• **About this task**
Set down each line of the data below exactly as it stands, dropping the pictures.

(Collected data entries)
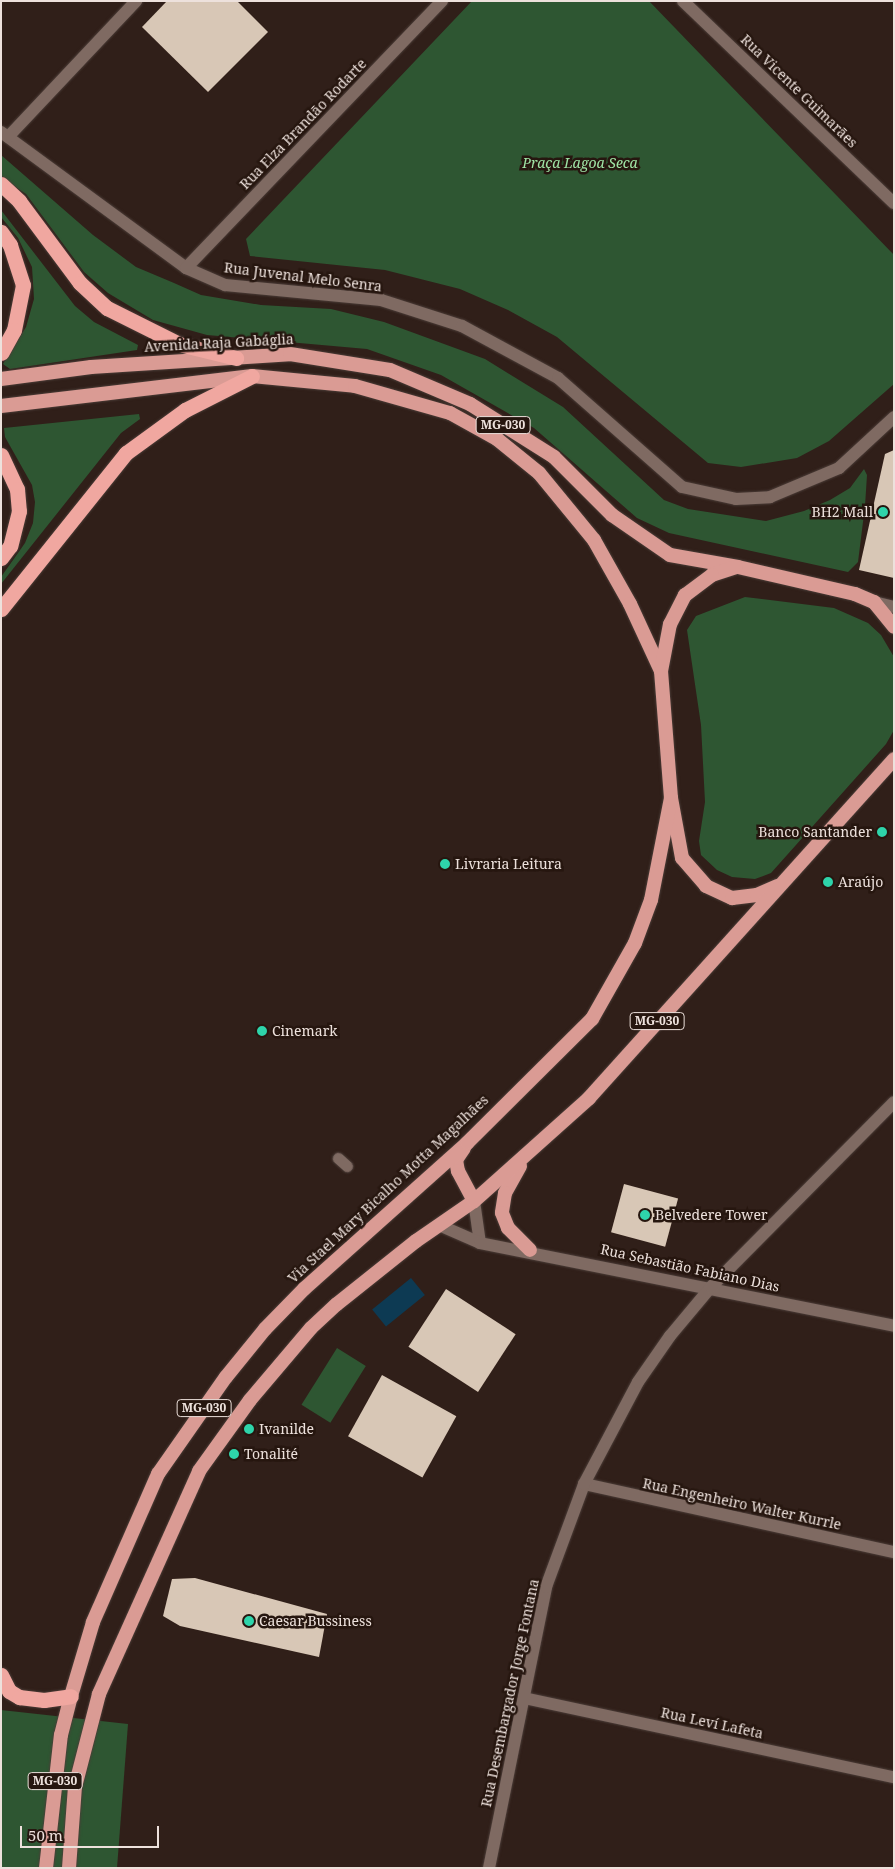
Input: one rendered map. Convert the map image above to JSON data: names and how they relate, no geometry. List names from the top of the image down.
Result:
{
  "streets": {
    "highway": ["Avenida Raja Gabáglia", "MG-030", "Via Stael Mary Bicalho Motta Magalhães"],
    "street": [
      "Rua Vicente Guimarães",
      "Rua Elza Brandão Rodarte",
      "Rua Juvenal Melo Senra",
      "Rua Sebastião Fabiano Dias",
      "Rua Engenheiro Walter Kurrle",
      "Rua Desembargador Jorge Fontana",
      "Rua Leví Lafeta"
    ]
  },
  "crossings": [
    ["Rua Elza Brandão Rodarte", "Rua Juvenal Melo Senra"],
    ["Avenida Raja Gabáglia", "MG-030"],
    ["MG-030", "Via Stael Mary Bicalho Motta Magalhães"],
    ["MG-030", "Rua Sebastião Fabiano Dias"],
    ["Rua Sebastião Fabiano Dias", "Rua Desembargador Jorge Fontana"],
    ["Rua Engenheiro Walter Kurrle", "Rua Desembargador Jorge Fontana"],
    ["Rua Desembargador Jorge Fontana", "Rua Leví Lafeta"]
  ],
  "parks": ["Praça Lagoa Seca"],
  "places": [
    "BH2 Mall",
    "Banco Santander",
    "Livraria Leitura",
    "Araújo",
    "Cinemark",
    "Belvedere Tower",
    "Ivanilde",
    "Tonalité",
    "Caesar Bussiness"
  ],
  "scale_bar": "50 m"
}
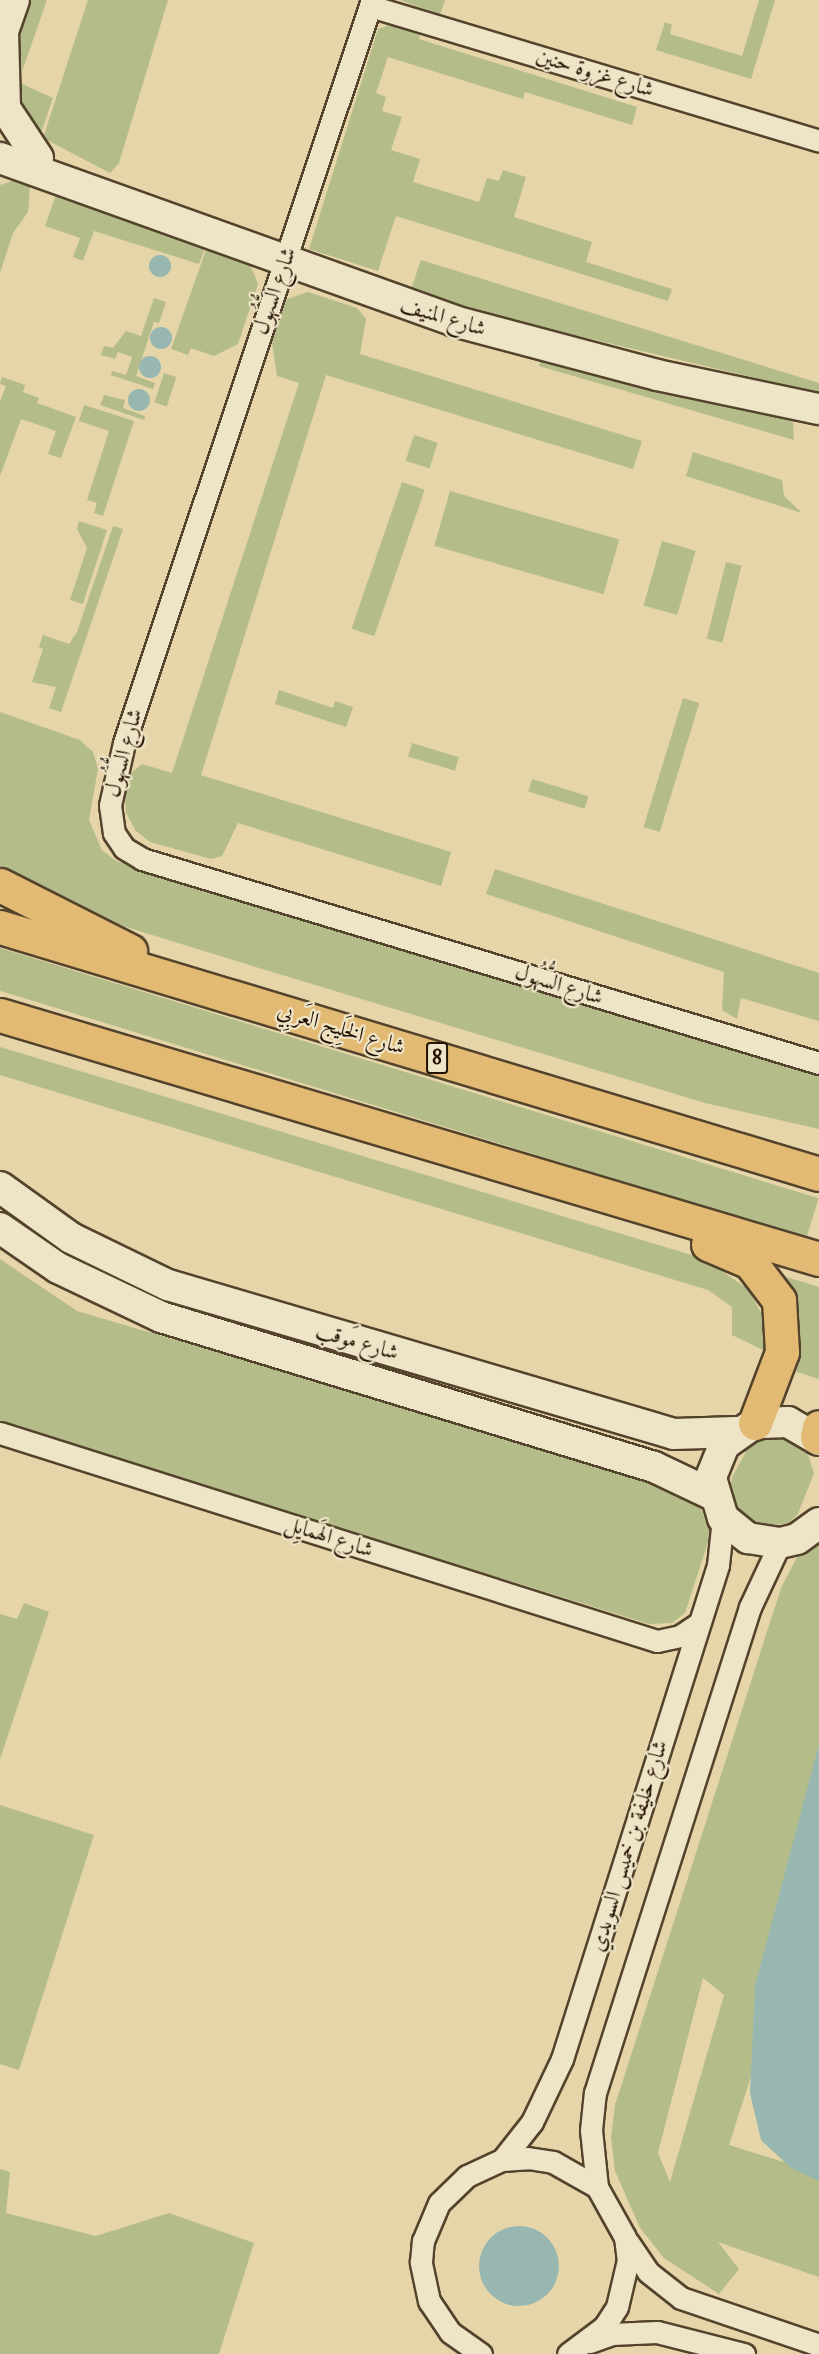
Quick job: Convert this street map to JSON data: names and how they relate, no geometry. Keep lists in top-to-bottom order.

• **Answer**
Input: one rendered map. Convert the map image above to JSON data: names and how they relate, no geometry. List names from the top of the image down.
Result:
{
  "streets": {
    "highway": ["Avenida Raja Gabáglia", "MG-030", "Via Stael Mary Bicalho Motta Magalhães"],
    "street": [
      "Rua Vicente Guimarães",
      "Rua Elza Brandão Rodarte",
      "Rua Juvenal Melo Senra",
      "Rua Sebastião Fabiano Dias",
      "Rua Engenheiro Walter Kurrle",
      "Rua Desembargador Jorge Fontana",
      "Rua Leví Lafeta"
    ]
  },
  "crossings": [
    ["Rua Elza Brandão Rodarte", "Rua Juvenal Melo Senra"],
    ["Avenida Raja Gabáglia", "MG-030"],
    ["MG-030", "Via Stael Mary Bicalho Motta Magalhães"],
    ["MG-030", "Rua Sebastião Fabiano Dias"],
    ["Rua Sebastião Fabiano Dias", "Rua Desembargador Jorge Fontana"],
    ["Rua Engenheiro Walter Kurrle", "Rua Desembargador Jorge Fontana"],
    ["Rua Desembargador Jorge Fontana", "Rua Leví Lafeta"]
  ],
  "parks": ["Praça Lagoa Seca"],
  "places": [
    "BH2 Mall",
    "Banco Santander",
    "Livraria Leitura",
    "Araújo",
    "Cinemark",
    "Belvedere Tower",
    "Ivanilde",
    "Tonalité",
    "Caesar Bussiness"
  ],
  "scale_bar": "50 m"
}
Quick job: Convert this street map to JSON data: names and how they relate, no geometry. Keep lists in top-to-bottom order.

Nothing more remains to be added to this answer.